Ese problema no atañe sólo a la escritura sino también a la concepción de Ulrich. En líneas generales, el esquema de la novela es hacer avanzar dos líneas narrativas que funcionan cada una como contrapunto de la otra: mientras una Austria espiritualmente en bancarrota apura sus últimos días, Ulrich con –y a través de– su hermana negociará una retirada místico-erótica de la sociedad. “Hay que mantenerse puros por un mundo que aún estaría por llegar”, se dice a sí mismo como autojustificación. Pero en el contexto de la Europa ficticia de 1914 –a la que se le pide que se haga cargo también del peso, en un plano simbólico, de la Europa de 1938/39–, la retirada de Ulrich debe haber parecido –y aquí, hay que reconocerlo, no se registra en los Diarios ninguna anotación de apoyo a esta afirmación por parte de Musil– un gesto poco apropiado e incluso inapropiado. Los aspectos ético y político de la novela se iban distanciando.

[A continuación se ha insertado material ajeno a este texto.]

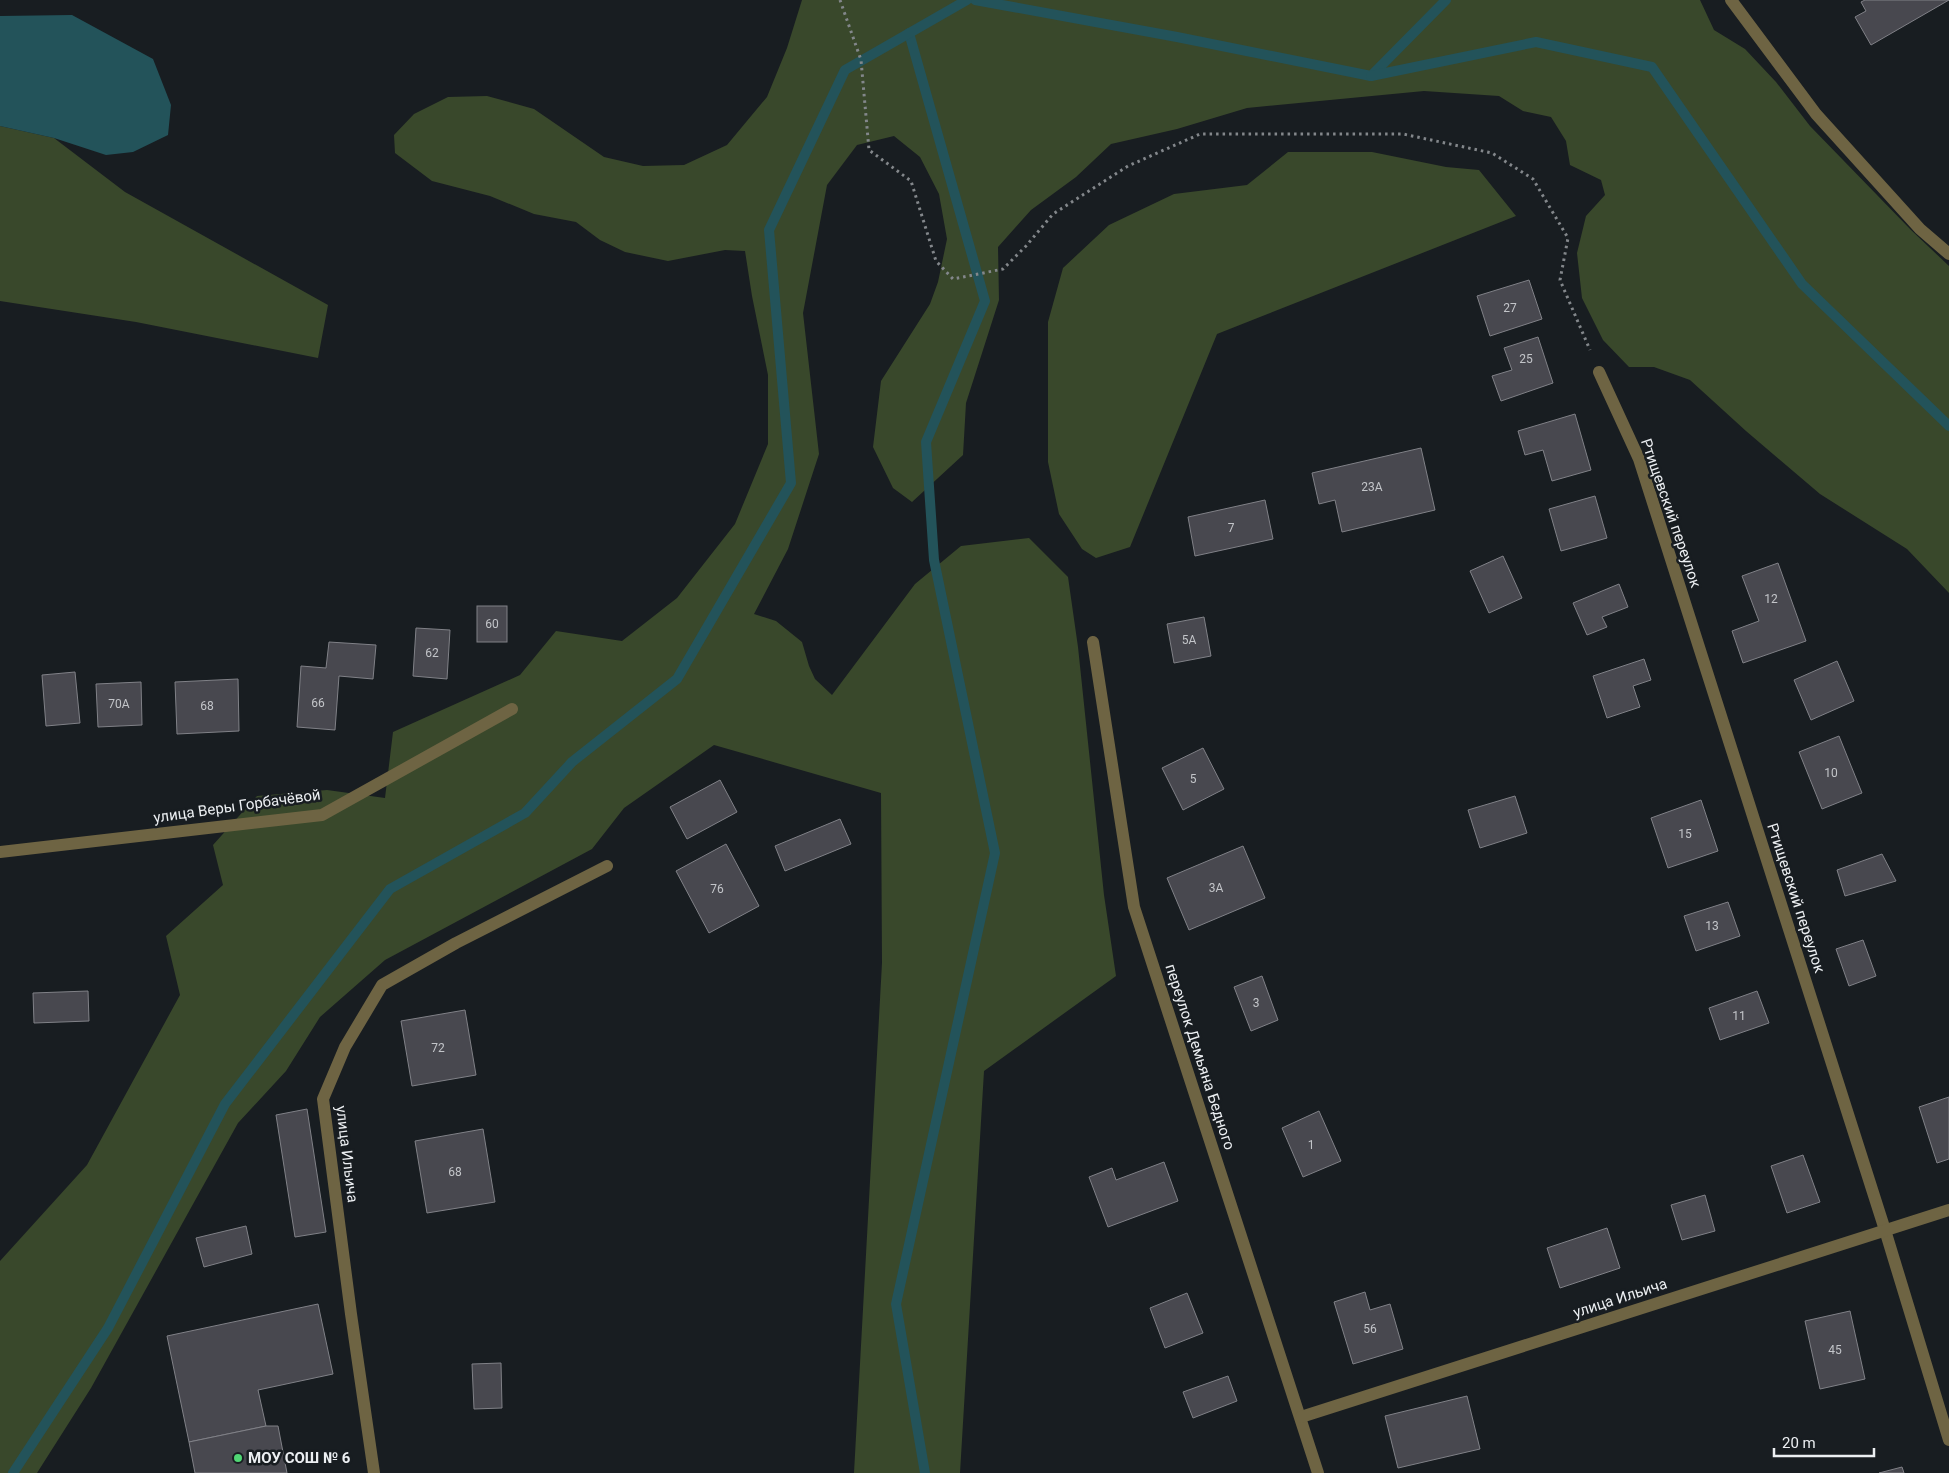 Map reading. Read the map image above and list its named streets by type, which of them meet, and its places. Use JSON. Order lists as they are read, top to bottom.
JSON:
{
  "streets": {
    "street": [
      "Ртищевский переулок",
      "улица Веры Горбачёвой",
      "переулок Демьяна Бедного",
      "улица Ильича"
    ]
  },
  "crossings": [
    ["Ртищевский переулок", "улица Ильича"],
    ["переулок Демьяна Бедного", "улица Ильича"]
  ],
  "places": ["МОУ СОШ № 6"],
  "house_numbers": [
    "27",
    "25",
    "23А",
    "7",
    "12",
    "60",
    "5А",
    "62",
    "66",
    "70А",
    "68",
    "10",
    "5",
    "15",
    "3А",
    "76",
    "13",
    "3",
    "11",
    "72",
    "1",
    "68",
    "56",
    "45"
  ],
  "scale_bar": "20 m"
} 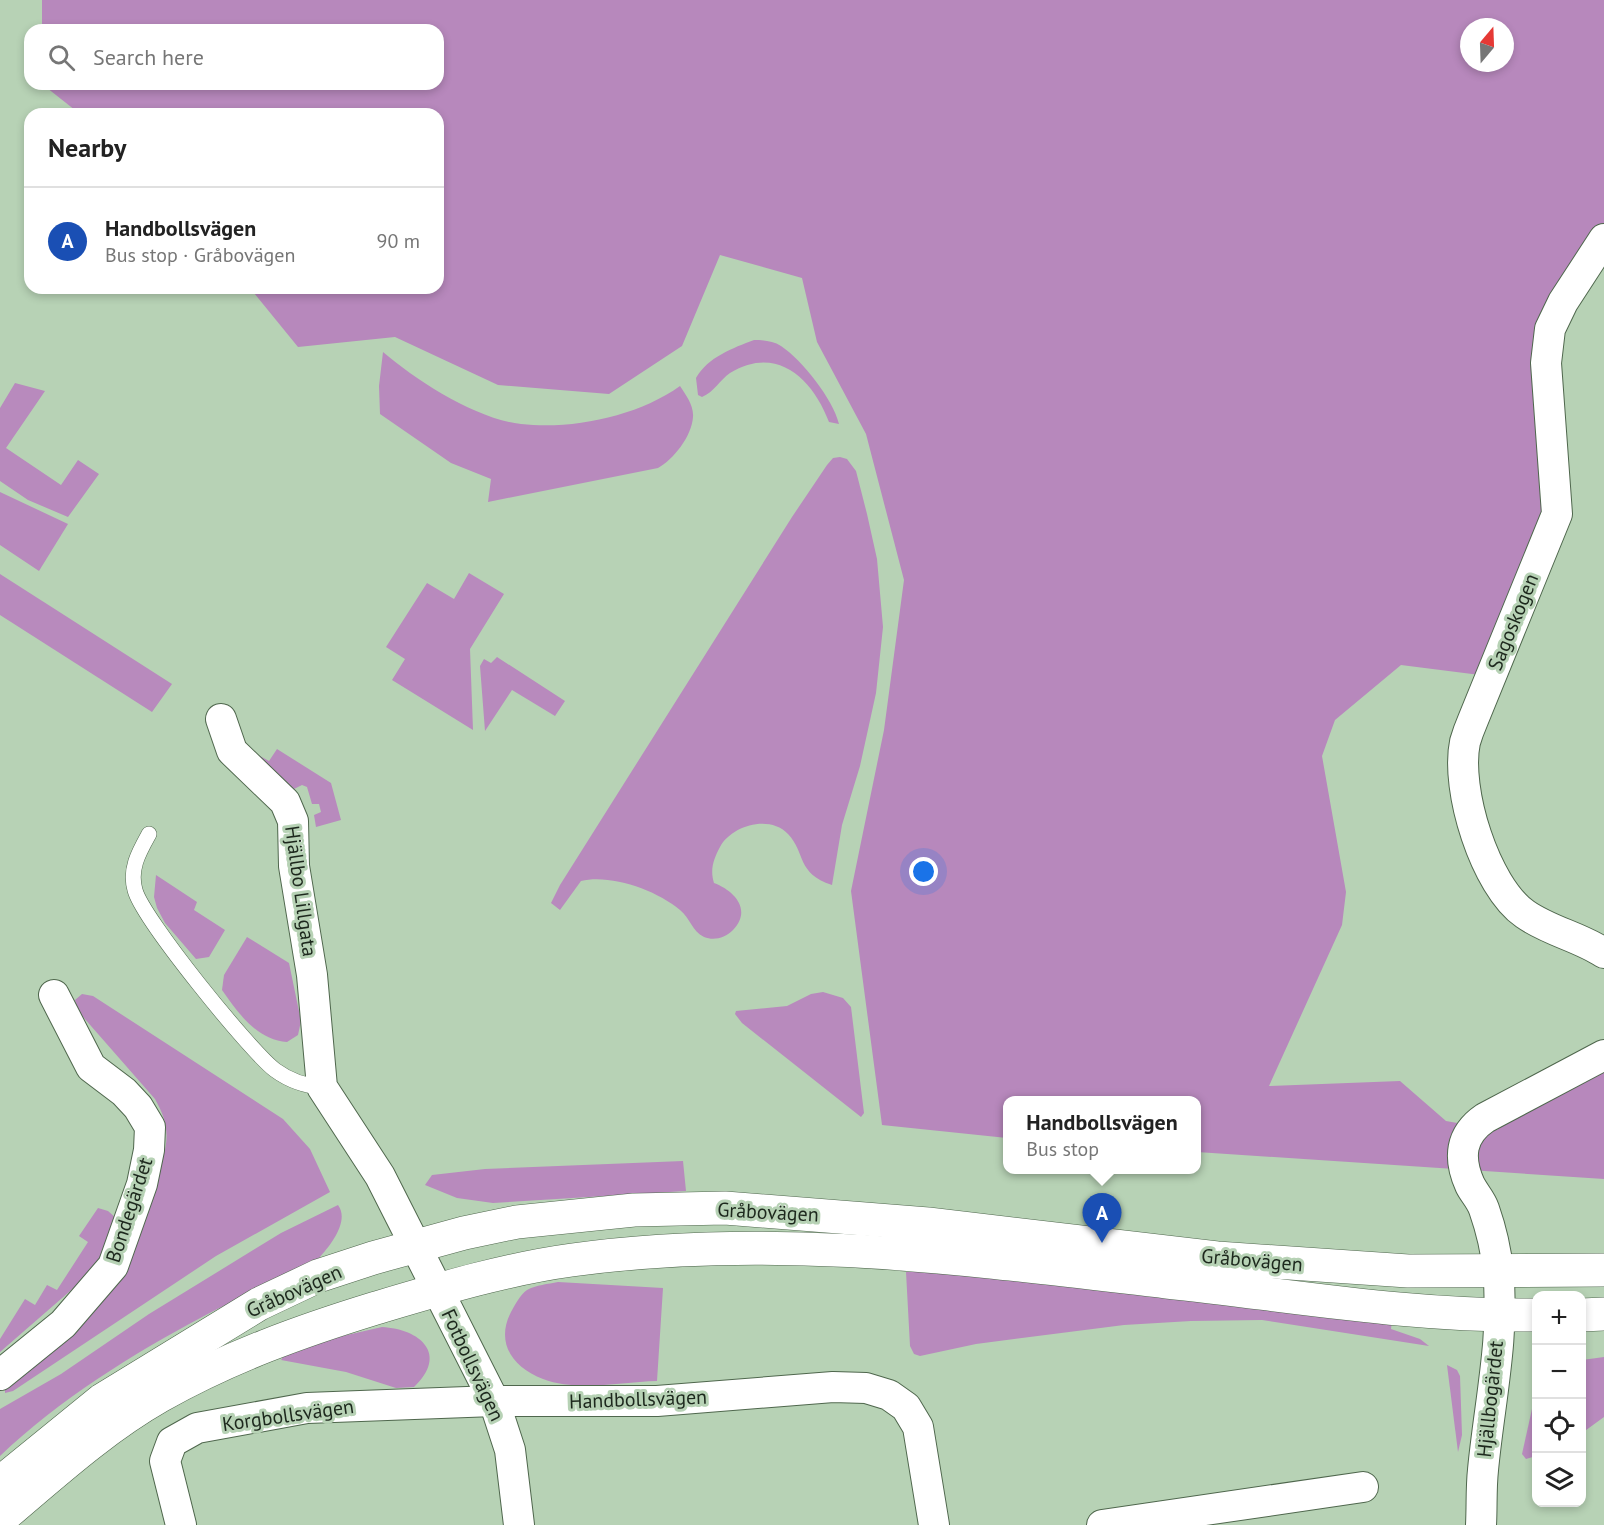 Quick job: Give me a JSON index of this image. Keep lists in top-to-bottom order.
{
  "streets": {
    "main road": ["Gråbovägen"],
    "street": [
      "Sagoskogen",
      "Hjällbo Lillgata",
      "Bondegärdet",
      "Fotbollsvägen",
      "Handbollsvägen",
      "Hjällbogärdet",
      "Korgbollsvägen"
    ]
  },
  "crossings": [
    ["Hjällbo Lillgata", "Gråbovägen"],
    ["Hjällbo Lillgata", "Fotbollsvägen"],
    ["Gråbovägen", "Fotbollsvägen"],
    ["Gråbovägen", "Hjällbogärdet"],
    ["Fotbollsvägen", "Handbollsvägen"],
    ["Fotbollsvägen", "Korgbollsvägen"],
    ["Handbollsvägen", "Korgbollsvägen"]
  ],
  "north": "top",
  "page": {
    "search": "Search here",
    "heading": "Nearby",
    "list": [
      {
        "mark": "A",
        "name": "Handbollsvägen",
        "note": "Bus stop · Gråbovägen",
        "value": "90 m"
      }
    ],
    "popup": ["Handbollsvägen", "Bus stop"],
    "pins": "A",
    "map_buttons": ["+", "−"]
  }
}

Leer El hombre sin atributos siempre será una experiencia insatisfactoria. Ya se trate de la edición de Frisé o de la de Pike, llegamos a la última de sus mil setecientas extrañas páginas en un estado de confusión o incluso de decepción. Pero, dada la riqueza de los borradores de Musil y teniendo en cuenta el alcance de la crisis de la cultura europea que estaba tratando de cartografiar (no sólo con El hombre sin atributos sino también por medio de la acción paralela de los Diarios), es preferible pasarse que quedarse corto.

Fragmento del ensayo sobre Robert Musil recopilado en Costas extrañas, de J.M. Coetzee, de reciente aparición.